Stability: The good thing about the solid vs. engineered analysis is that both forms will provide durability and toughness in active homes. Solid wood flooring is inherently durable but must be permanently nailed or glued to the subfloor. Because of expansion and contraction issues, solid hardwood floors are more prone to shrinking or expanding based on humidity levels which can change drastically here in the Arizona Deserts. Engineered floors can have greater dimensional stability in extreme temperatures, which provides slightly more resistance to buckling or rippling. How much durability your engineered wood will provide goes back to the core construction that you choose.
Installing Hardwood: Where are your new floors going inside the home? Solid hardwood will expand and contract with changes in temperature and moisture, so they are only recommended at or above ground level. Also, the installation method for solid hardwood takes some consideration. Solid hardwood flooring can be glued, nailed or stapled to a wood subfloor but must have the right amount of space for hardwood’s natural expansion and contraction. If the individual boards are too tight, the floor will buckle, and if they are too loose, then the gaps between the boards will get too wide during colder temperatures.
Gluing hardwood down in Phoenix can be a challenge since solid hardwood isn’t as “true” and uniform as engineered floor would likely be due of the nature of wood. So All Pro Floors recommends using a plywood subfloor and stapling hardwood when possible. Of course this adds cost and height so these are important design and budget factors to consider when choosing between engineered and solid floors
Installing Engineered: Engineered wood has enhanced installation options due to its unique construction that makes it less likely to buckle, gap or react to heat or temperature change. Floating, glue, staple, nail, you name it, the choice of installation is yours. Engineered wood can even be installed below and over radiant heat. This makes engineered wood a great fit for installing above, on or below ground level in your home.
Cost: Your budget will help determine a lot about the best hardwood for you. Generally speaking, engineered hardwood is less expensive than solid hardwood, but ultimately the quality and species of wood will be the biggest price determinants. Exotic solid hardwood species are certainly pricier than engineered hardwood.
Engineered Hardwood Styles
Just like real hardwood floors, California Classics Del Mar engineered wood floors offer a broad selection of looks that can match any home. Discover how different species, textures, and finishes can give you a personalized, unique style.
Species and Colors
Whether you want the versatility of oak, the depth of birch, or the brightness of hickory, there’s a type of wood suited to you. You can also choose eco-friendly and renewable species like bamboo or cork.

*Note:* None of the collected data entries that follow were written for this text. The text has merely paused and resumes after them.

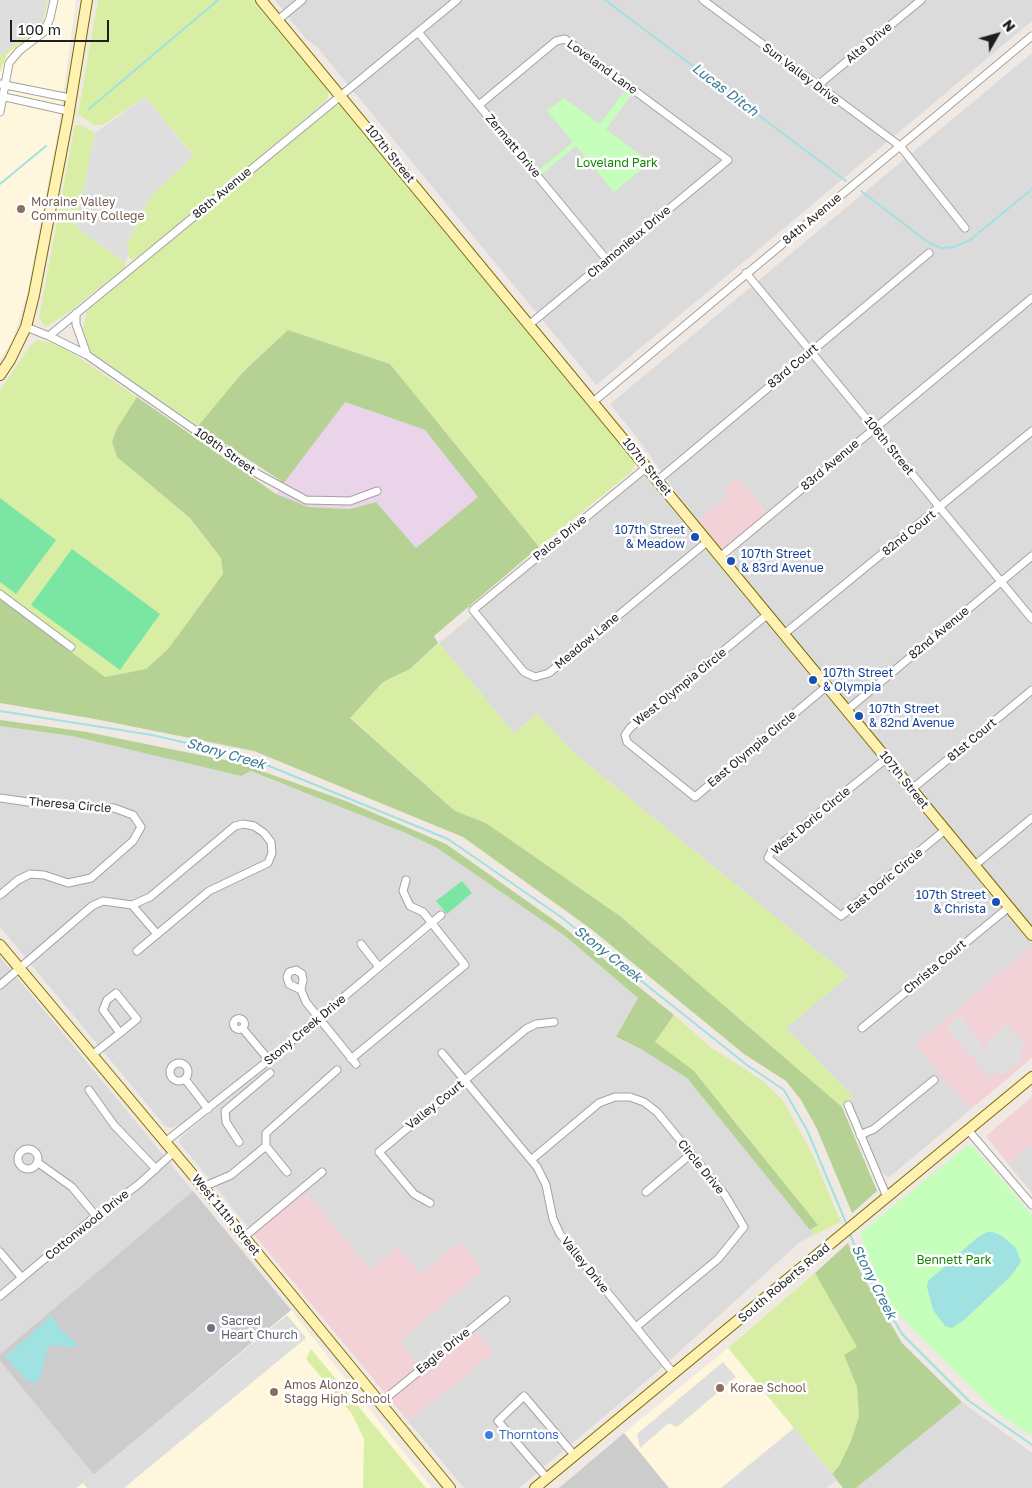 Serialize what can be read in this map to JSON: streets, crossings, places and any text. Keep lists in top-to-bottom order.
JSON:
{
  "streets": {
    "street": [
      "Alta Drive",
      "Loveland Lane",
      "Sun Valley Drive",
      "Zermatt Drive",
      "107th Street",
      "86th Avenue",
      "84th Avenue",
      "Chamonieux Drive",
      "83rd Court",
      "106th Street",
      "109th Street",
      "83rd Avenue",
      "82nd Court",
      "Palos Drive",
      "82nd Avenue",
      "Meadow Lane",
      "West Olympia Circle",
      "81st Court",
      "East Olympia Circle",
      "Theresa Circle",
      "West Doric Circle",
      "East Doric Circle",
      "Christa Court",
      "Stony Creek Drive",
      "Valley Court",
      "Circle Drive",
      "West 111th Street",
      "Cottonwood Drive",
      "Valley Drive",
      "South Roberts Road",
      "Eagle Drive"
    ]
  },
  "crossings": [
    ["Alta Drive", "Sun Valley Drive"],
    ["Loveland Lane", "Zermatt Drive"],
    ["Loveland Lane", "Chamonieux Drive"],
    ["Sun Valley Drive", "84th Avenue"],
    ["Zermatt Drive", "86th Avenue"],
    ["Zermatt Drive", "Chamonieux Drive"],
    ["107th Street", "86th Avenue"],
    ["107th Street", "84th Avenue"],
    ["107th Street", "Chamonieux Drive"],
    ["107th Street", "83rd Court"],
    ["107th Street", "83rd Avenue"],
    ["107th Street", "82nd Court"],
    ["107th Street", "Palos Drive"],
    ["107th Street", "82nd Avenue"],
    ["107th Street", "Meadow Lane"],
    ["107th Street", "West Olympia Circle"],
    ["107th Street", "81st Court"],
    ["107th Street", "East Olympia Circle"],
    ["107th Street", "West Doric Circle"],
    ["107th Street", "East Doric Circle"],
    ["107th Street", "Christa Court"],
    ["86th Avenue", "109th Street"],
    ["84th Avenue", "106th Street"],
    ["83rd Court", "106th Street"],
    ["106th Street", "83rd Avenue"],
    ["106th Street", "82nd Court"],
    ["106th Street", "82nd Avenue"],
    ["Palos Drive", "Meadow Lane"],
    ["West Olympia Circle", "East Olympia Circle"],
    ["West Doric Circle", "East Doric Circle"],
    ["Stony Creek Drive", "West 111th Street"],
    ["Valley Court", "Valley Drive"],
    ["Circle Drive", "Valley Drive"],
    ["West 111th Street", "Cottonwood Drive"],
    ["West 111th Street", "Eagle Drive"],
    ["Valley Drive", "South Roberts Road"]
  ],
  "water": ["Lucas Ditch", "Stony Creek"],
  "parks": ["Loveland Park", "Bennett Park"],
  "places": [
    "Moraine Valley Community College",
    "107th Street & Meadow",
    "107th Street & 83rd Avenue",
    "107th Street & Olympia",
    "107th Street & 82nd Avenue",
    "107th Street & Christa",
    "Sacred Heart Church",
    "Korae School",
    "Amos Alonzo Stagg High School",
    "Thorntons"
  ],
  "scale_bar": "100 m",
  "north": "top right"
}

Engineered wood showcases the beauty of natural grains and color variations. High color variation is making a big splash in the Scottsdale interior design world, and there’s no better way to attain that sought-after look than to achieve it naturally.

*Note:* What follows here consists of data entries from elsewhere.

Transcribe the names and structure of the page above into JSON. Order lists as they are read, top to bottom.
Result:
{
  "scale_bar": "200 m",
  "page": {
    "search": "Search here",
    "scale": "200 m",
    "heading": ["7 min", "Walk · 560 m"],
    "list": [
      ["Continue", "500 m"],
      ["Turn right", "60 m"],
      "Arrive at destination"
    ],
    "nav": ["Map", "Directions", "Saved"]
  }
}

The authentic look of rustic textures is really popular right now, and engineered hardwood delivers on that front. Take your pick of hand-scraped, wire-brushed, or distressed planks to enhance your space.
And don’t worry about those intentional scratches getting messed up by the trials of everyday life. With a thick enough wear layer, your designer textures will remain intact and looking brand new.
Most engineered wood comes pre-finished, which is great, because it saves you a step. However, you want to ensure you love the finish before purchasing any flooring.
Many designs are currently opting for a more subdued or matte finish, but you can still choose your desired finish.
Big things are happening with plank size. Literally! Planks are getting bigger and wider as homeowners lean toward cleaner lines and styles that will open up small spaces.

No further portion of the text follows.